Recent policy changes will make it easier for seniors to enroll in Medicare and retain drug coverage for those with chronic kidney disease, federal health regulators said Friday.
Under the CMS final rule, traditional Medicare coverage will kick in the month immediately after enrolling, eliminating previous delays in coverage for seniors. In special instances, some will be able to enroll in Medicare even if they miss the enrollment period.
Also, people with chronic kidney disease will now be able to keep their coverage following a kidney transplant, but only for immunosuppressive drugs.
Prior to the change, people with chronic kidney disease lost coverage 36 months after receiving a transplant, cutting off access to the drugs that help prevent their immune systems from rejecting transplants.
The policies, which implement changes made under the Consolidated Appropriations Act of 2021, will take effect Jan. 1.

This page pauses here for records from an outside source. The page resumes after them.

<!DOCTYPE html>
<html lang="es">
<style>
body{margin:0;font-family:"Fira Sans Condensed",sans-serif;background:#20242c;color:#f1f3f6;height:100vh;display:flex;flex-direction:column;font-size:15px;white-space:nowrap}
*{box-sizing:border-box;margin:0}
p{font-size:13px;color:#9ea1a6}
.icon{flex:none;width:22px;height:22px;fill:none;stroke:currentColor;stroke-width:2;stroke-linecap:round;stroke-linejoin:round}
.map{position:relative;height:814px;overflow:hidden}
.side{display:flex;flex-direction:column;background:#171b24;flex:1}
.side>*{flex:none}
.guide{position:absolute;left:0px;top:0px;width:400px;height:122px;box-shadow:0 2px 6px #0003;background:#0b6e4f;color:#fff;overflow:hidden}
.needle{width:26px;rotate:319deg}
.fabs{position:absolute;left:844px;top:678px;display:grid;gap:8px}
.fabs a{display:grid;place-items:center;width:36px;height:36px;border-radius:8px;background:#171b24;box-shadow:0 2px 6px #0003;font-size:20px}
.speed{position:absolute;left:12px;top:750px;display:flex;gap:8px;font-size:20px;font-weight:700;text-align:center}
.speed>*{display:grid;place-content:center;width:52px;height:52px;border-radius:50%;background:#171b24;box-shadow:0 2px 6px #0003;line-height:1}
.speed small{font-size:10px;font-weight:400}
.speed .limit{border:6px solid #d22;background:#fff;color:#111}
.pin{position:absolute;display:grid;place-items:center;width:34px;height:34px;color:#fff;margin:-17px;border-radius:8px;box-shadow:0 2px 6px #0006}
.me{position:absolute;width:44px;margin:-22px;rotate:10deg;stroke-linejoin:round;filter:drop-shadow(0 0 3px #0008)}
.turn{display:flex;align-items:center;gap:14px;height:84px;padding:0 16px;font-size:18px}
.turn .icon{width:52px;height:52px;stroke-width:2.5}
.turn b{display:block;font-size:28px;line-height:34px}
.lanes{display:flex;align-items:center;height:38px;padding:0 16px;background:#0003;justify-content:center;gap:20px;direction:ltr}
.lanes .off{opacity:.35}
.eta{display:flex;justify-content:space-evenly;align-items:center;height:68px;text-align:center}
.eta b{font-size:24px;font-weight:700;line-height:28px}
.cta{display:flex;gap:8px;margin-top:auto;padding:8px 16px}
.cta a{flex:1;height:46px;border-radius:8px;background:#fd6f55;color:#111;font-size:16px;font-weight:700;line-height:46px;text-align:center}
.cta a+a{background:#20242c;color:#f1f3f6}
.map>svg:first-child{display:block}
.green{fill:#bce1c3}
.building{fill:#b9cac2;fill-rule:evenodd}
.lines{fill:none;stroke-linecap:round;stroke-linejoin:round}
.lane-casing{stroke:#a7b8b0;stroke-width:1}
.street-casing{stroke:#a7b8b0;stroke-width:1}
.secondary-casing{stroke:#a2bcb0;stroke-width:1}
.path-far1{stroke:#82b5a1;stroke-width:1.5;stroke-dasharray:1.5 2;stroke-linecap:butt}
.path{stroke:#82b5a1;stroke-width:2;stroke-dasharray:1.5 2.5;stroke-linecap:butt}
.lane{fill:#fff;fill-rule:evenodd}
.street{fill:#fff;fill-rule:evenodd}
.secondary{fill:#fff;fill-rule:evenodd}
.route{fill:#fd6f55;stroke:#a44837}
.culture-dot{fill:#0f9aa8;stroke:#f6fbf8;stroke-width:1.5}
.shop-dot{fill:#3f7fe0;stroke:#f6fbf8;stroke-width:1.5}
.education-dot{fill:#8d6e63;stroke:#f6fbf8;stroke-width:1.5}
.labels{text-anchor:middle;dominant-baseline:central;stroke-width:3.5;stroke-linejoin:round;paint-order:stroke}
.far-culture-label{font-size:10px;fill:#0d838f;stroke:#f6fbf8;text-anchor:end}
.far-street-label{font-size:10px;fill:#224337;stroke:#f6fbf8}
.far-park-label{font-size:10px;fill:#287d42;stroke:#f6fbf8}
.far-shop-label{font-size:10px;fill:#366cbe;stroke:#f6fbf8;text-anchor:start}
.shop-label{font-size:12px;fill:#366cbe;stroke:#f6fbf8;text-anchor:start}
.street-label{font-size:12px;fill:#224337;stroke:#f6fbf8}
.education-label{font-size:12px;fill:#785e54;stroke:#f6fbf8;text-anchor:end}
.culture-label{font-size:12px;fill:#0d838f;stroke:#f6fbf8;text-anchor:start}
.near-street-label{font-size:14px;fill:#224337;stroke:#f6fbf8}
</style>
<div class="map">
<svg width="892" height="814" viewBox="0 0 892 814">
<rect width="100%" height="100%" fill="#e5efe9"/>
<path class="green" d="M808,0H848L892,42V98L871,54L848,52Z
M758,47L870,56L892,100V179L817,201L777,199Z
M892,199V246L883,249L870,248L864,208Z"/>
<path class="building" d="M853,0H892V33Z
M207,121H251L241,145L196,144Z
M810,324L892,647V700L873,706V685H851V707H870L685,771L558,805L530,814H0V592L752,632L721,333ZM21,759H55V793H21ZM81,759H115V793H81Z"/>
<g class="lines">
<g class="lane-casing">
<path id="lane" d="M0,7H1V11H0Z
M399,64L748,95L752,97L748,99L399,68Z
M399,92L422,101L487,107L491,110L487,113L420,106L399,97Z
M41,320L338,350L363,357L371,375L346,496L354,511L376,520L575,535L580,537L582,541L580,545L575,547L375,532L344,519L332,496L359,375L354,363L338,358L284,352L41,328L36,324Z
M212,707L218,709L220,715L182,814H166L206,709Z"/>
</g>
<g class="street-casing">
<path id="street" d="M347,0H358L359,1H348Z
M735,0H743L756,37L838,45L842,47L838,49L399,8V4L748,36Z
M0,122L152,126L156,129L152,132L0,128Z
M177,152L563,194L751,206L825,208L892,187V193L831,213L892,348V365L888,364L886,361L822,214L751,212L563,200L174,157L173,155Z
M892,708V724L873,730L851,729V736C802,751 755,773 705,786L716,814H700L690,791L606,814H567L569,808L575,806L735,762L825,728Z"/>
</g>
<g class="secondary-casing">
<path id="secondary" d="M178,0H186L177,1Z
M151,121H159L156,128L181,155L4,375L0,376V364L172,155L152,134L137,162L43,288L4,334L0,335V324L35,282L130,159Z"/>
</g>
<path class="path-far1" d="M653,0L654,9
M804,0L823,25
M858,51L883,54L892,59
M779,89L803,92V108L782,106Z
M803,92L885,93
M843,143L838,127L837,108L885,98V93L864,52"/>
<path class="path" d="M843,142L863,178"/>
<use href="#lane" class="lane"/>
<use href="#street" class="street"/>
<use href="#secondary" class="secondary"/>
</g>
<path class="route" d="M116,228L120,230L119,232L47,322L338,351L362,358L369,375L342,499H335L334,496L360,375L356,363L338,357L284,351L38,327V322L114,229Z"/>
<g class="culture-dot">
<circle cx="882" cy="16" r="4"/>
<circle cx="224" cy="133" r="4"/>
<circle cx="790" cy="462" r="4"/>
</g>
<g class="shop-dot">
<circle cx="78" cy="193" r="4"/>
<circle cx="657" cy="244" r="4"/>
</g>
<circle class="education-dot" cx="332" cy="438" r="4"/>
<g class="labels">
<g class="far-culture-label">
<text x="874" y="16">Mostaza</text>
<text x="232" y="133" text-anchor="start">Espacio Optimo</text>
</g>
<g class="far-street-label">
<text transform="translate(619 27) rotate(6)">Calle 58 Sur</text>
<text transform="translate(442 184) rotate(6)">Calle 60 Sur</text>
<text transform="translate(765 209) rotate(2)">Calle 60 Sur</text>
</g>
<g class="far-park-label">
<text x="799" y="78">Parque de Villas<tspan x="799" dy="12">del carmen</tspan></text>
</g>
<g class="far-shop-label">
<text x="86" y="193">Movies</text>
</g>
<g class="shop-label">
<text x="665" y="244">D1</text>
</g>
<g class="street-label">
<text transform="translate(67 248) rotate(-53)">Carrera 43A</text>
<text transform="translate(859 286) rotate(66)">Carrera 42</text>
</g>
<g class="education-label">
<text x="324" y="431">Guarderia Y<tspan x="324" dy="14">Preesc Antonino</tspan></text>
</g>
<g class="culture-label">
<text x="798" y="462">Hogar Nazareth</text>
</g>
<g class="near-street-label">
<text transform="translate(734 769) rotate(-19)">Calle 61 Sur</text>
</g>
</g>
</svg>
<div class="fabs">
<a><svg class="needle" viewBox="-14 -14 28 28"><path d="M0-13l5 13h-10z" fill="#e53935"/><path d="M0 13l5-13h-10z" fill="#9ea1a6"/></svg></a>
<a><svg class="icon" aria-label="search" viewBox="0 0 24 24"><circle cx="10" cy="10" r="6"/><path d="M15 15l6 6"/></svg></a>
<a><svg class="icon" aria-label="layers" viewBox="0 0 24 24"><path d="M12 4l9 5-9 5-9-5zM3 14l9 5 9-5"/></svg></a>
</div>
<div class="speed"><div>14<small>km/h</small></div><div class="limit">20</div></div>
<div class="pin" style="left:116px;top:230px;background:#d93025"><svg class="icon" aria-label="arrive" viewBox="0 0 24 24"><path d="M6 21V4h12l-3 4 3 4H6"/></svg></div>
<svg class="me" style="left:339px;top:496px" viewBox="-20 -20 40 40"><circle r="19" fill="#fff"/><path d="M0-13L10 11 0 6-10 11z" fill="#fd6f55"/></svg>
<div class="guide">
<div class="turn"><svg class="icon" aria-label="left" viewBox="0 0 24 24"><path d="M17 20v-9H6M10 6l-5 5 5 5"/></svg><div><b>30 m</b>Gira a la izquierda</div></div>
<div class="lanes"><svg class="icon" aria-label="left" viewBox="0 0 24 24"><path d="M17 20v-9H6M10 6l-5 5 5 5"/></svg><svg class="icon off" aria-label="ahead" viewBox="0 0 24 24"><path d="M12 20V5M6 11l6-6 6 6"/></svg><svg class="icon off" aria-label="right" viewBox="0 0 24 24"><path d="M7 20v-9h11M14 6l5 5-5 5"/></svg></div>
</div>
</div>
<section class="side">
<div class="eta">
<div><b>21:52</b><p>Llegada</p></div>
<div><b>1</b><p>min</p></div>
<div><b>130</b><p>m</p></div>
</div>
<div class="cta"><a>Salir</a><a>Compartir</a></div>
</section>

Health officials said the changes advance access to coverage and care.
“For the first time, special enrollment periods will be available in traditional Medicare for individuals who were unable to enroll due to exceptional conditions, and individuals who have had a kidney transplant will now be able to receive extended Medicare coverage for immunosuppressive drugs,” CMS Administrator Chiquita Brooks-LaSure said in a statement.
In some scenarios, seniors will be eligible for a special enrollment period.
A beneficiary will be eligible for an exception if they miss enrolling due to a disaster or government-declared emergency, if they were incarcerated, or if Medicaid coverage was terminated following the end of the COVID-19 public health emergency.
Beneficiaries will also qualify for a special enrollment period if they can prove their employer plan “materially misrepresented” timely enrollment in Medicare.
The current Medicare open enrollment period will close on Dec. 7.